## WHAT IS EXPECTED
In the material below, pictures must be dropped. Repeat exactly, and only, the lines from the line with "Give me a JSON" to the line with "I am building", both ends included.

## RECORDED DATA
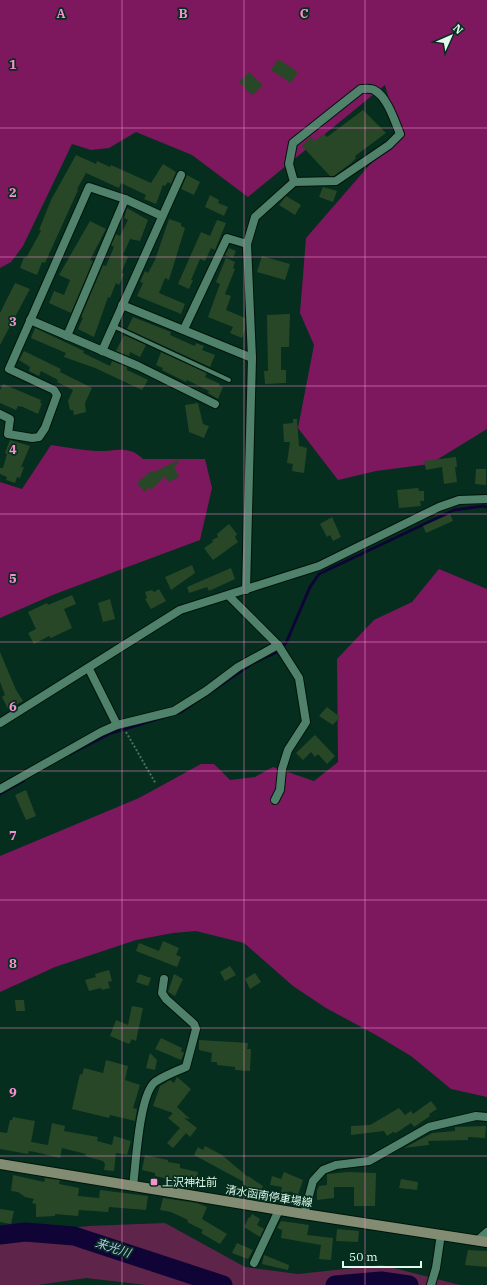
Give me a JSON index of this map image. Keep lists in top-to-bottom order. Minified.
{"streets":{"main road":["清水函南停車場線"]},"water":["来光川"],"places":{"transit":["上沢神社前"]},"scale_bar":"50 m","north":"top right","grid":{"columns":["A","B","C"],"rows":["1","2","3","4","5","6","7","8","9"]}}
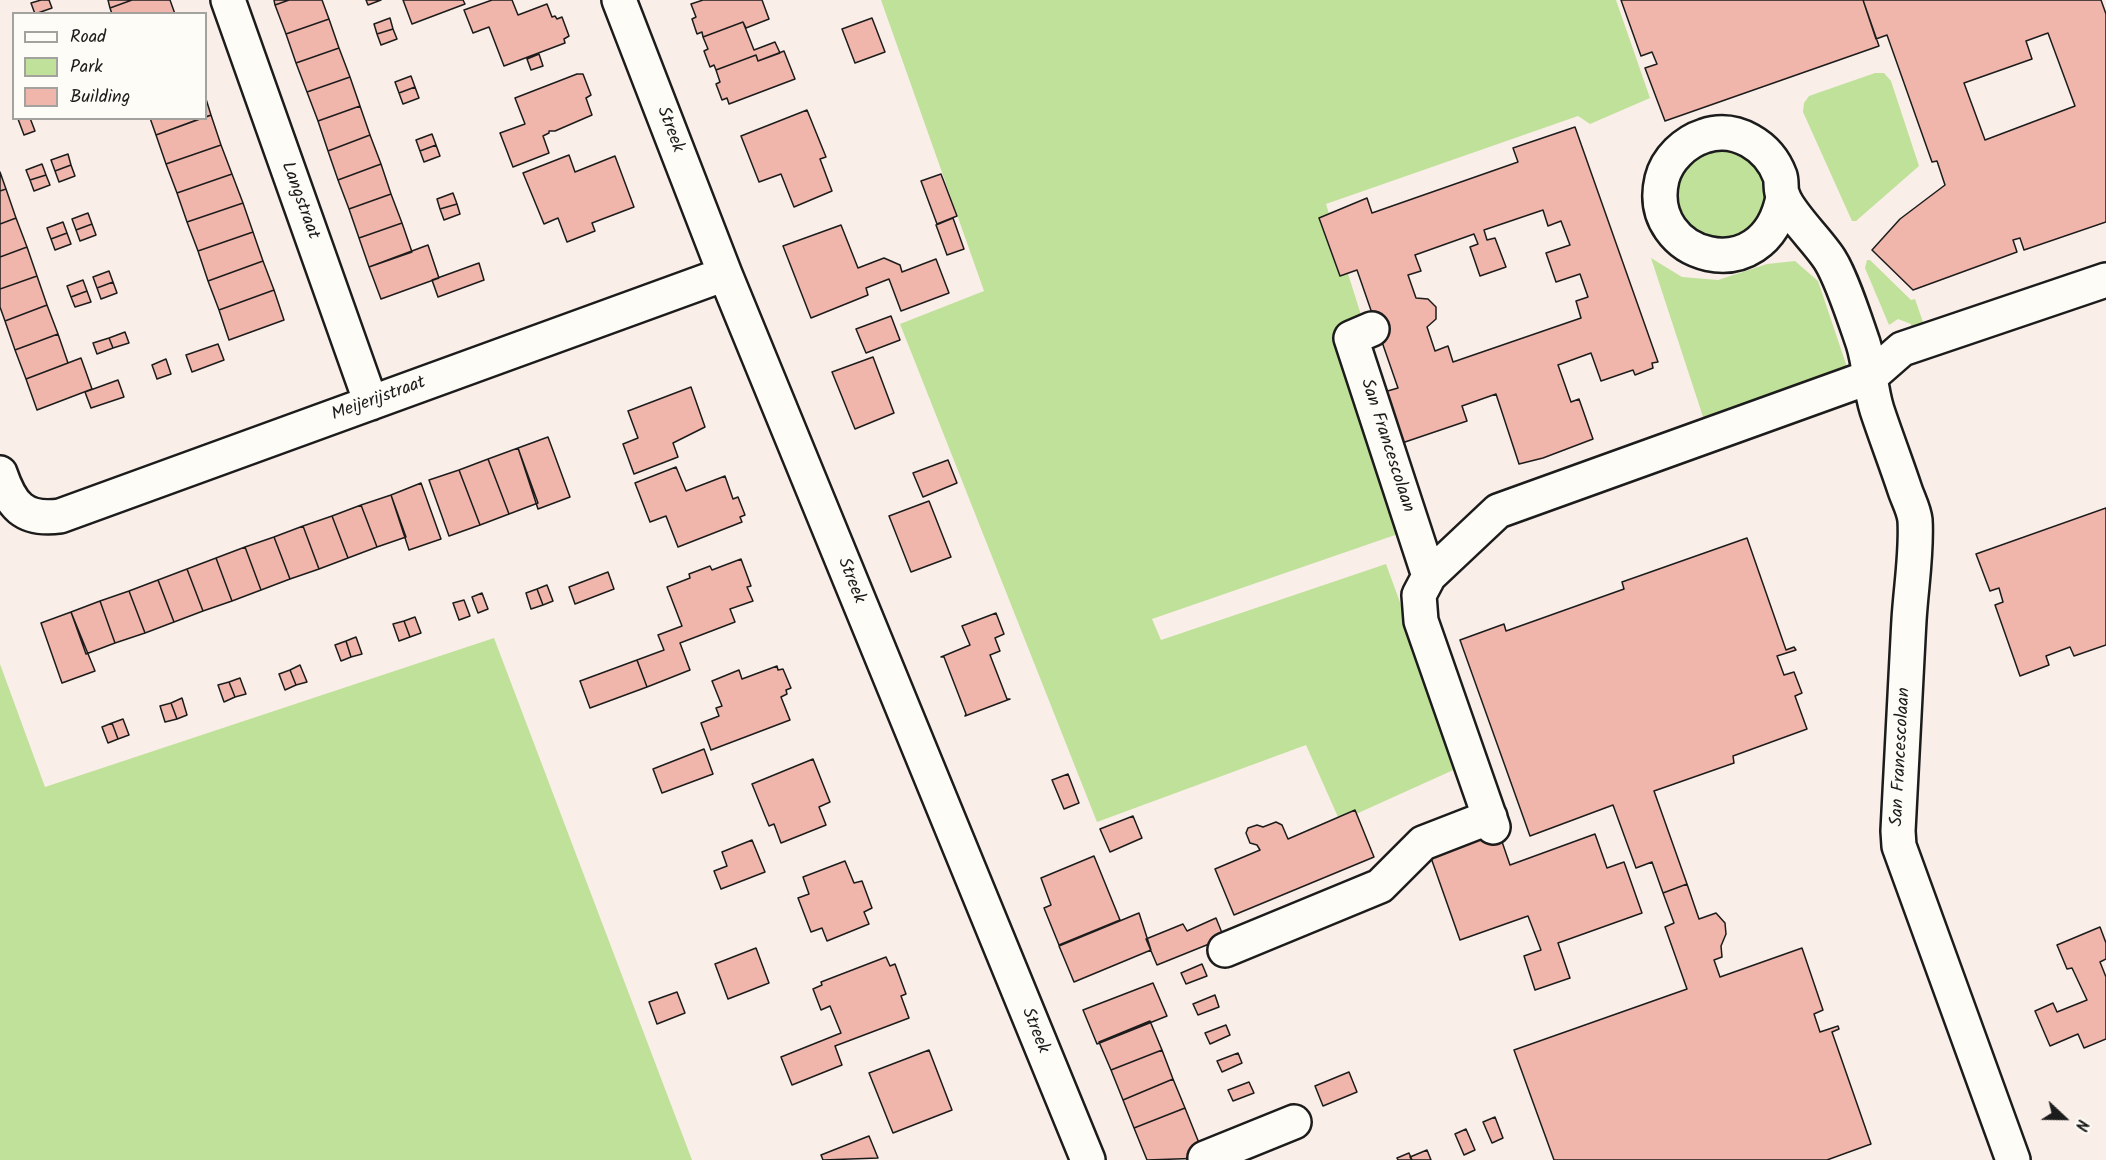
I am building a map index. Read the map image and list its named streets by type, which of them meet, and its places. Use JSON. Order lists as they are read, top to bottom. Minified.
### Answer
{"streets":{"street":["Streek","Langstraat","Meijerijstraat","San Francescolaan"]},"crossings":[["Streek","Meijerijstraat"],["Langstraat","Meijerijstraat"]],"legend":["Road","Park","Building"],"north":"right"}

==

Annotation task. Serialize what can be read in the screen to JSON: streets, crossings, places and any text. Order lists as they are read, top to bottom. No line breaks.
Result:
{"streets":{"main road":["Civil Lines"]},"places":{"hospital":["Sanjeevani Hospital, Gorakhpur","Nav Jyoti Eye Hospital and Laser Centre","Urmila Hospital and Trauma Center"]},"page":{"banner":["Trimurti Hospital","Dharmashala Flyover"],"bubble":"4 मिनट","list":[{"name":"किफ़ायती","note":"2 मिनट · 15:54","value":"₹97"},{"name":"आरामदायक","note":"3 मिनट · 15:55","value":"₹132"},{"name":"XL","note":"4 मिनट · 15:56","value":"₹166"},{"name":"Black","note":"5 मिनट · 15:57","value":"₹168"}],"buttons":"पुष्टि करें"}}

---

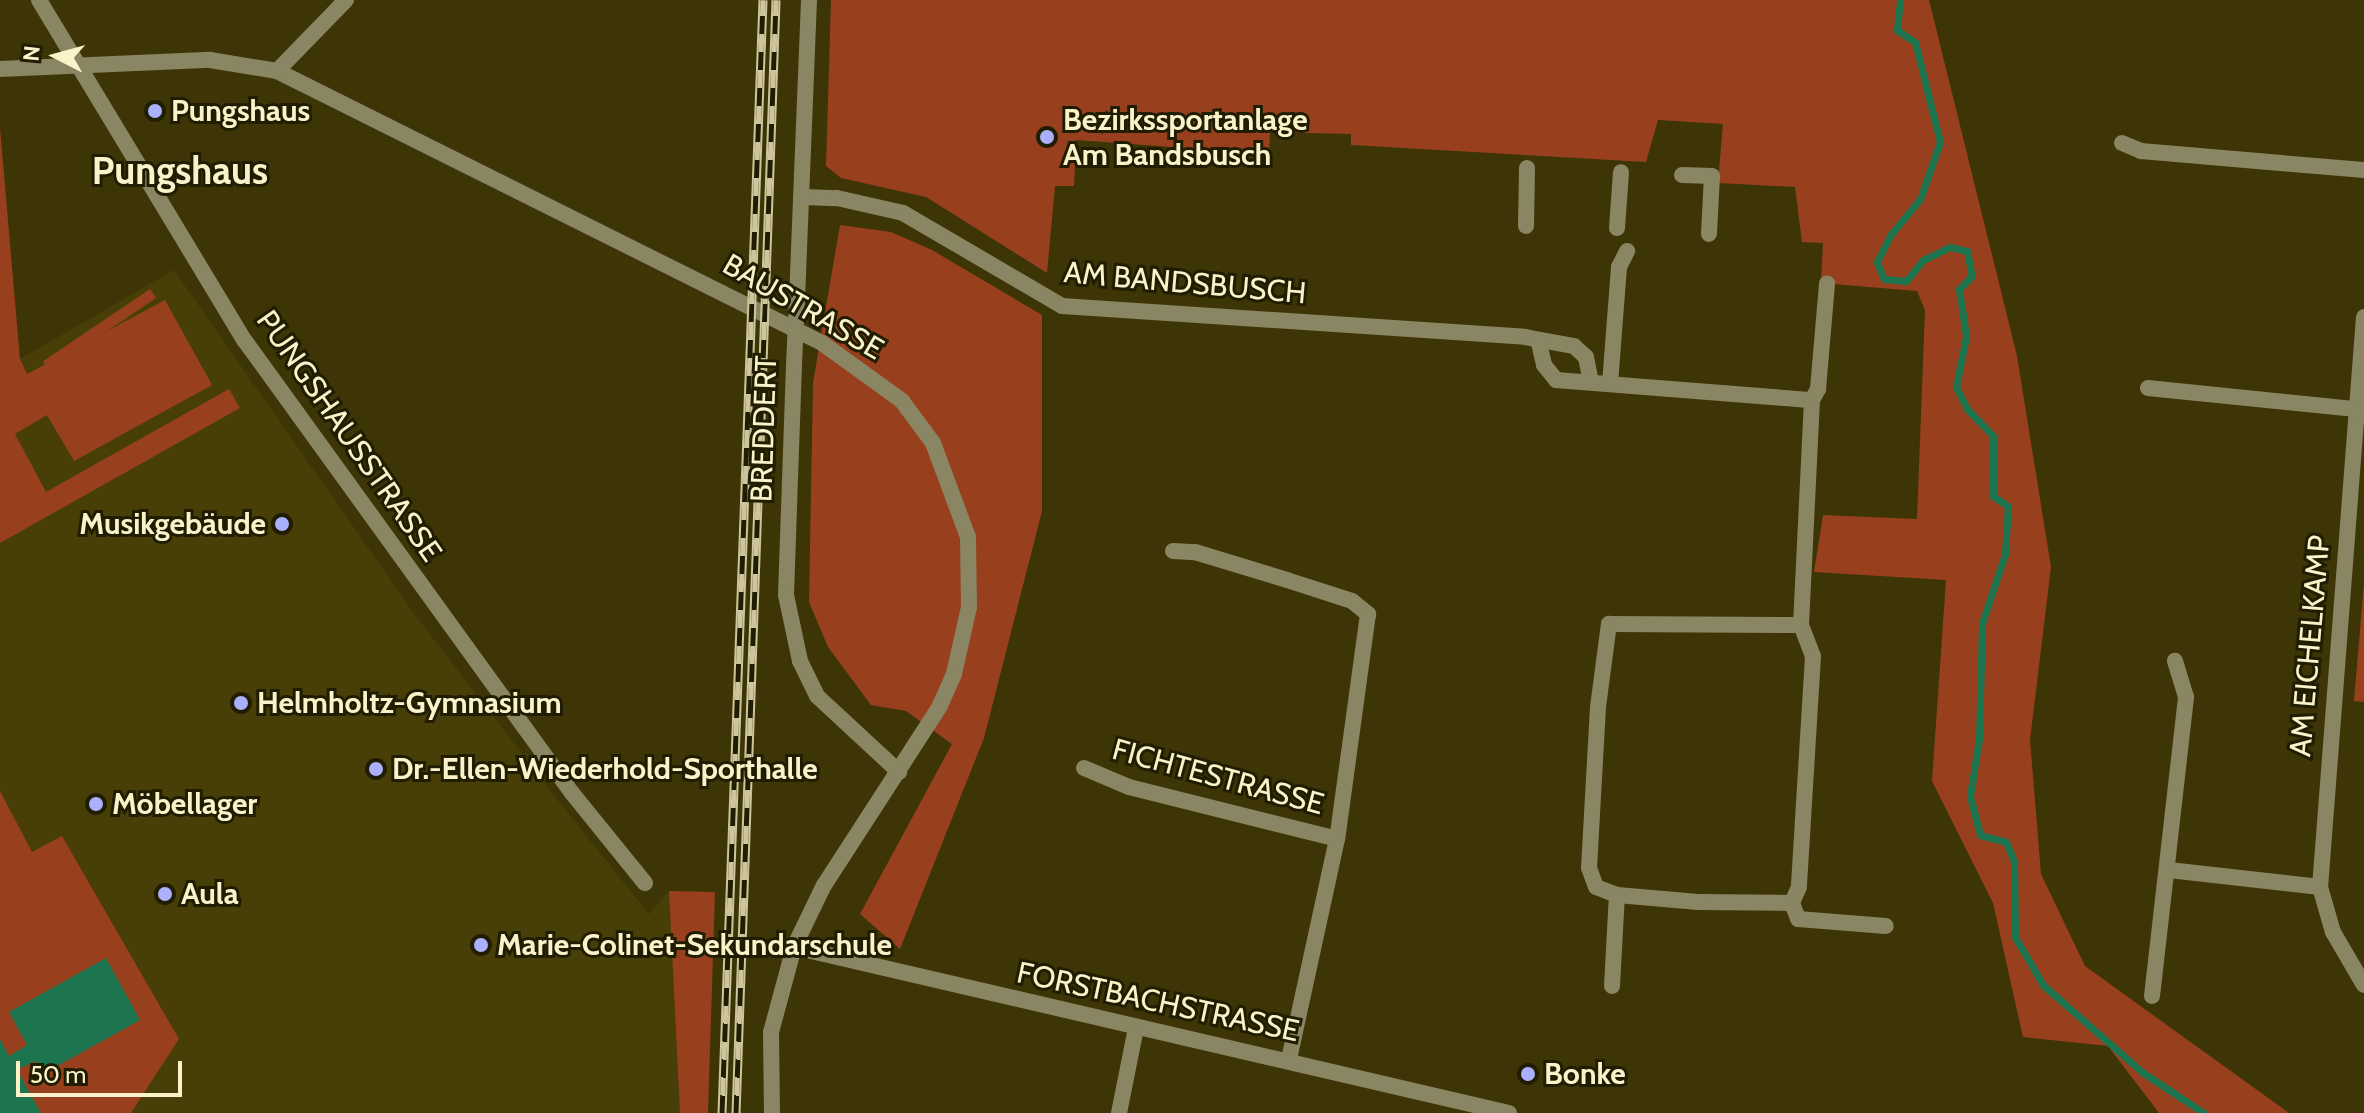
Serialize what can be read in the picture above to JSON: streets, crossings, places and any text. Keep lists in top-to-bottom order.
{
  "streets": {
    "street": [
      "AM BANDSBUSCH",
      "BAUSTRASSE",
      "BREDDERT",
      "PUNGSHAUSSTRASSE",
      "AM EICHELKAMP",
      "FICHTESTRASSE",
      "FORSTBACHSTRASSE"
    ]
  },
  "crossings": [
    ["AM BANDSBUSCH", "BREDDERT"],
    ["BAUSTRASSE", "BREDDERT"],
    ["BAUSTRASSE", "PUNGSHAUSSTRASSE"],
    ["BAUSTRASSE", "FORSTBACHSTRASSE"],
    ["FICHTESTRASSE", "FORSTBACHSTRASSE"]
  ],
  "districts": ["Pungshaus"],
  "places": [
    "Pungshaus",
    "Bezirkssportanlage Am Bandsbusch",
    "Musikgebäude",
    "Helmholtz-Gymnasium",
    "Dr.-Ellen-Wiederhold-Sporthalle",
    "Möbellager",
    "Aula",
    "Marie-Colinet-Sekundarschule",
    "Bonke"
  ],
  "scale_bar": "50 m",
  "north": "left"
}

## WRITTEN SOLUTION
Give me a JSON index of this map image. Keep lists in top-to-bottom order. Minified.
{"streets":{"main road":["清水函南停車場線"]},"water":["来光川"],"places":{"transit":["上沢神社前"]},"scale_bar":"50 m","north":"top right","grid":{"columns":["A","B","C"],"rows":["1","2","3","4","5","6","7","8","9"]}}
I am building a map index. Read the map image and list its named streets by type, which of them meet, and its places. Use JSON. Order lists as they are read, top to bottom. Minified.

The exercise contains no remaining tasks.